You must run the IvSpkIdDevelWav
task once for each audio file to be used in threshold estimation. You can choose to append the scores for each audio file to a single .ivd
file (the default method), or to create a separate development file for each audio file. You can use one or more development files when estimating the threshold for each speaker template.
To append the scores to a common development file, you must ensure that the file does not exist before you run the first IvSpkIdDevelWavtask
task.
The creation of an individual development file for each audio file ensures that the statistics do not get inadvertently appended to a file that already existed before running the first IvSpkIdDevelWav
task (for example, from a previous HPE IDOL Speech Server installation). You must specify a unique name for the development file each time that you run the task, to avoid overwriting files.
You can specify the method to use by using the DevAppend
configuration parameter in the task's IvDevel
module, which you can set by using the Append
parameter on the command line. For more information about this parameter, see the HPE IDOL Speech Server Reference.
To generate a development score file
Gather together the required audio files for testing, including:
At least one file for each speaker that contains speech from that speaker only; aim to use a minimum of five minutes of speech for each speaker.
Do not use the same audio that you used to create the speaker templates.
Files that contain unknown speakers (those not in the training set).
It is important to use a substantial amount of unknown speaker data, from a wide range of speakers, to correctly tune the thresholds.
Create a list of the speaker templates. Each list entry must include the name of the speaker, and the name of their template file. Use the format:
speakerLabel;templateFile
For example:
Brown;brown.iv Jones;jones.iv Smith;smith.iv
For more information about HPE IDOL Speech Server's list manager, see Create and Manage Lists.
For each audio file, send an AddTask
action to HPE IDOL Speech Server, and set the following parameters:
Type
|
The task name. Set to IvSpkIdDevelWav . |
File
|
The audio file that contains the speaker example speech. |
DataLabel
|
The name of the speaker that the audio is associated with. |
TemplateList
|
The list file that specifies the set of speaker templates to use. |
DevFile
|
The development file (.ivd ) to create or update. |
For example:
http://localhost:15000/action=AddTask&Type=IvSpkIdDevelWav&File=C:/Data/BrownSpeech4.wav&DataLabel=Brown&TemplateList=ListManager/speakers&DevFile=speakers.ivd
This action uses port 15000
to instruct HPE IDOL Speech Server, which is located on the local machine, to generate match statistics based on audio from the speaker named Brown
, in the audio file BrownSpeech4.wav
, against all of the speaker templates specified in the speakers list. The results are written to the speakers.ivd
development file.
You can set additional parameters. For details of the optional parameters, see the HPE IDOL Speech Server Reference.
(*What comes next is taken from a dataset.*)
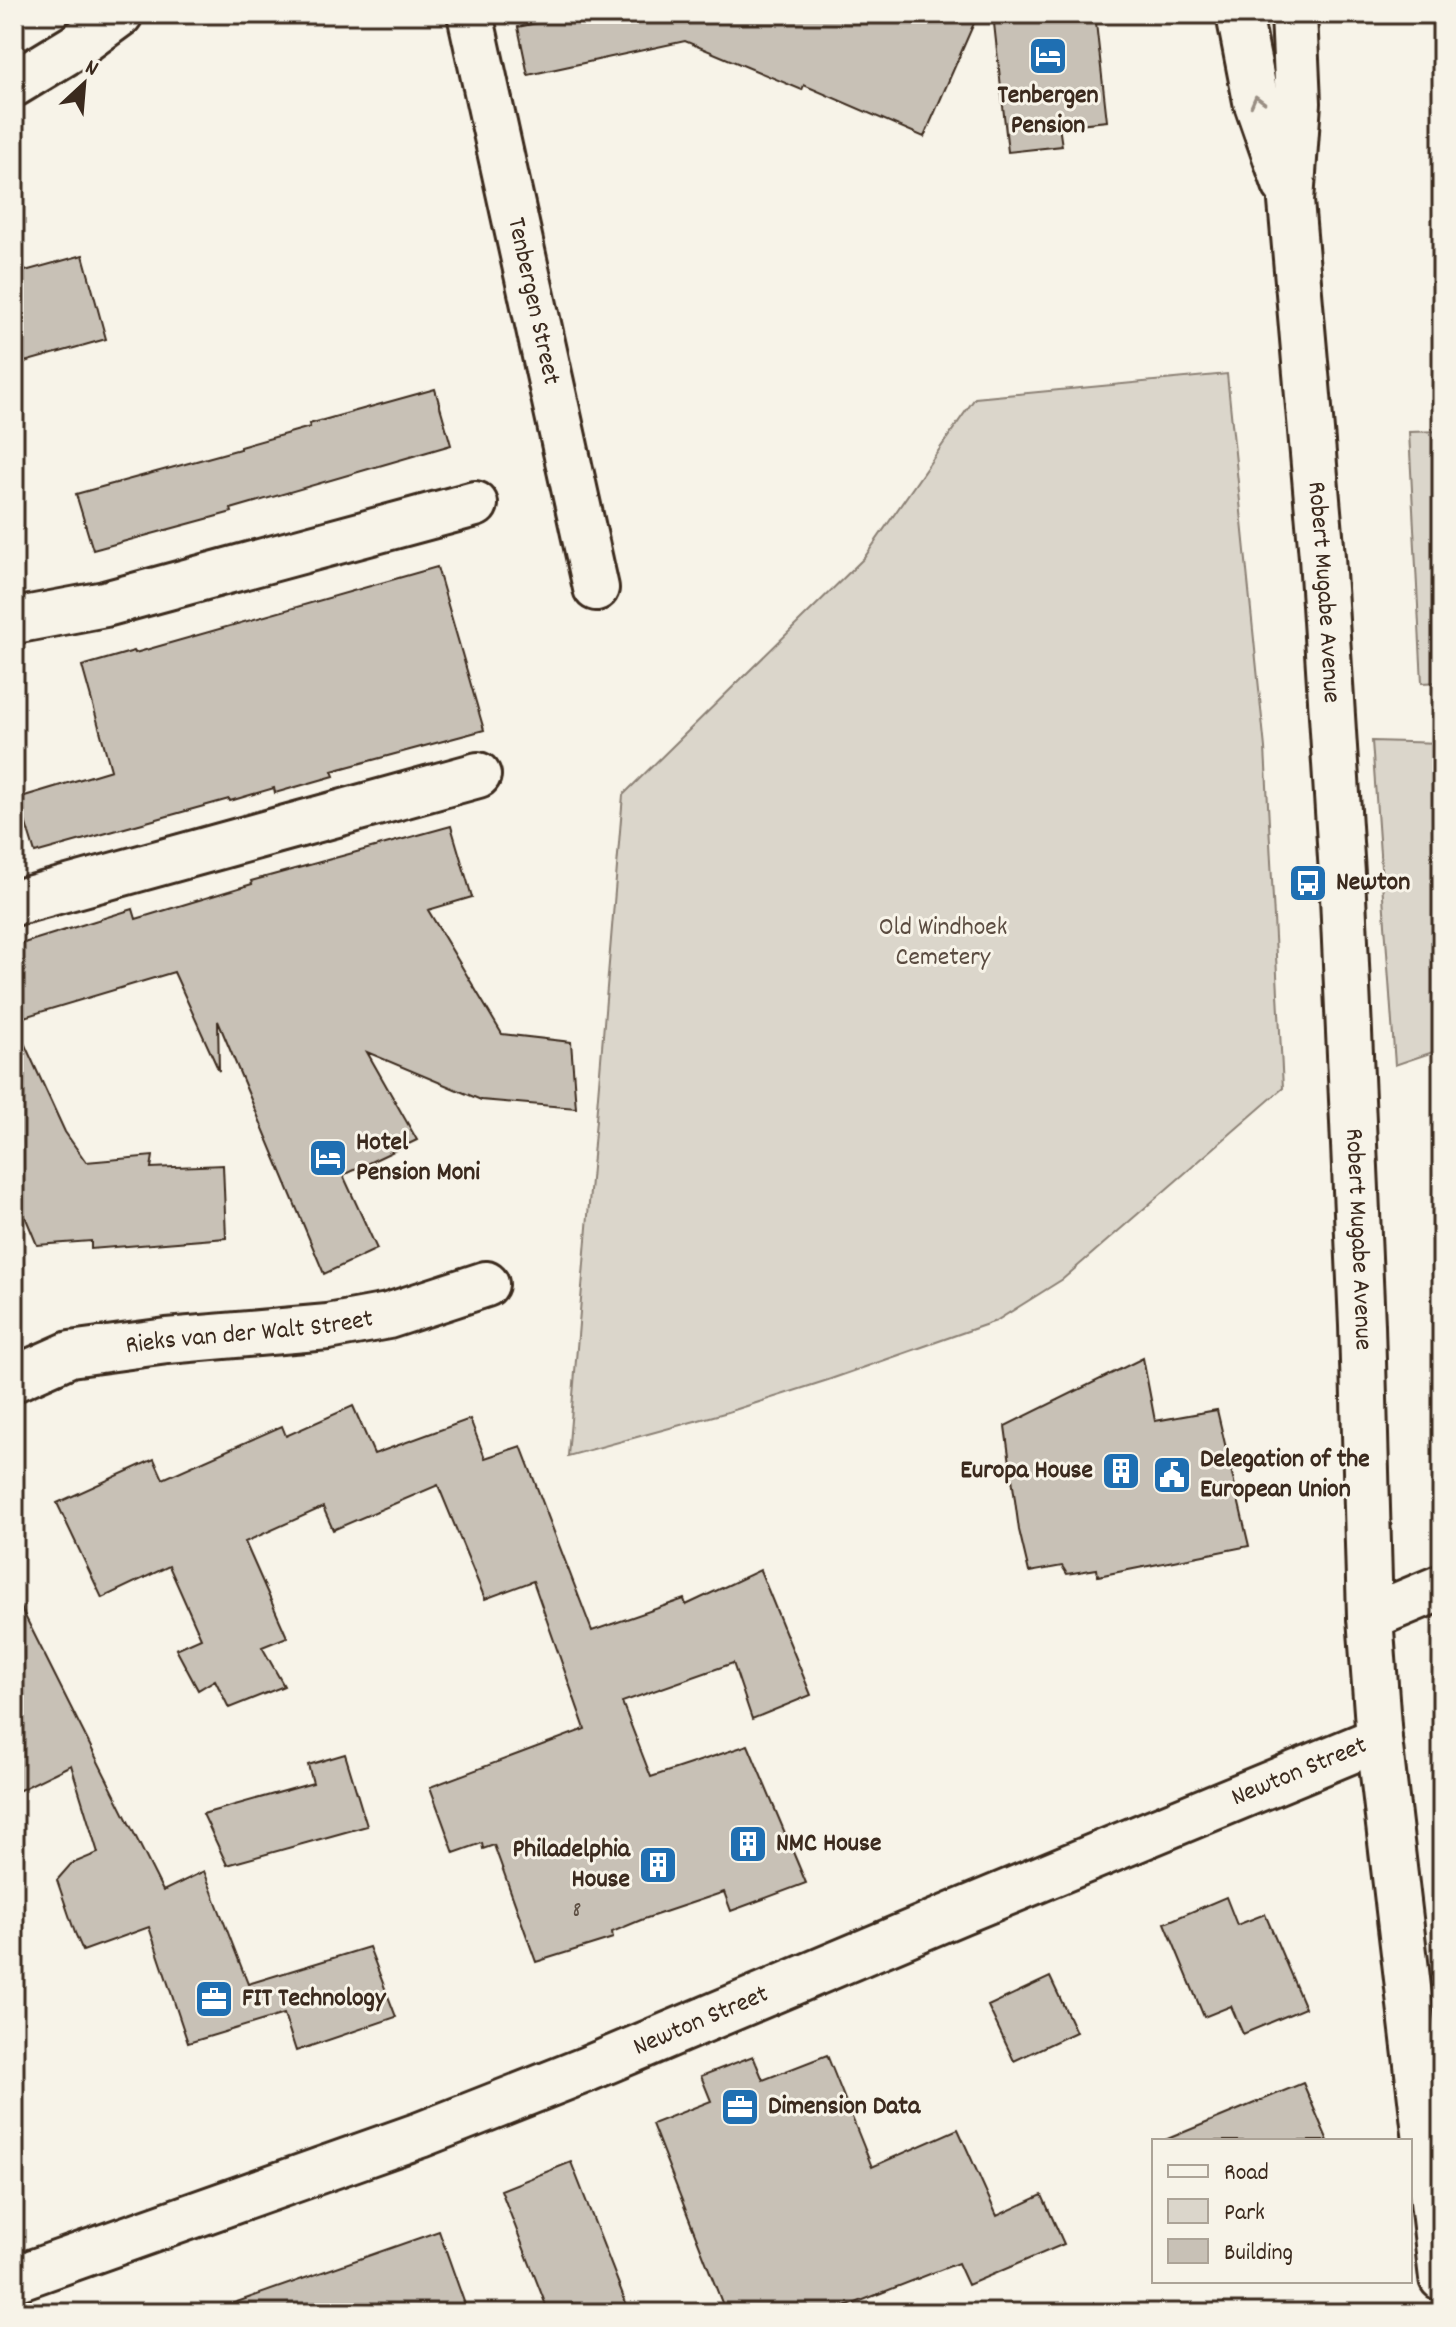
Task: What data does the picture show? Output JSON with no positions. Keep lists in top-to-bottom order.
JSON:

This action returns a token. You can use the token to:
.ivd
file. To process streamed audio, use the ivSpkIdDevelStream
task. For more details about this standard task, see the HPE IDOL Speech Server Reference.
To estimate Speaker Template score thresholds
After you gather both positive and negative score statistics for each of the speaker templates, you can calculate the threshold associated with each speaker. This threshold is stored within the speaker template file.
You can do this for each speaker template individually, or across the whole set at once. The example given here shows the latter approach.
You can specify multiple template development files in a list file, or just a single development file. Again, the latter approach is shown here.
You can use the Bias
parameter to bias the threshold calculated towards fewer false positives (at the likely cost of more misses), or the other way around. Increase the value of the Bias
parameter to reduce false positives and increase precision, lower it to reduce misses and increase recall.
For details on other options associated with this task, see the HPE IDOL Speech Server Reference.
To estimate the thresholds for a set of speaker templates, given a single development score file, send an AddTask
action to HPE IDOL Speech Server, and set the following parameters:
Type
|
The task name. Set to IvSpkIdDevelFinal . |
|
The input template development file. |
TemplateList
|
A list file that specifies the templates to use. |
Bias
|
The bias setting to use when calculating thresholds. |
OutPath
|
The output path for the updated speaker templates. |
OutExt
|
The file extension for output speaker templates. NOTE:
If you do not set either the |
For example:
http://localhost:15000/action=AddTask&Type=IvSpkIdDevelFinal&DevFile=speakers.ivd&TemplateList=ListManager/speakers&Bias=0.2
This action uses port 15000
to instruct HPE IDOL Speech Server, which is located on the local machine, to use the development scores in speakers.ivd
to calculated thresholds (using a Bias
value of 0.2
when balancing recall against precision) for each speaker template specified in the speakers list. HPE IDOL Speech Server updates the template files in place to contain the threshold values calculated.
You can set additional parameters. For details of the optional parameters, see the HPE IDOL Speech Server Reference.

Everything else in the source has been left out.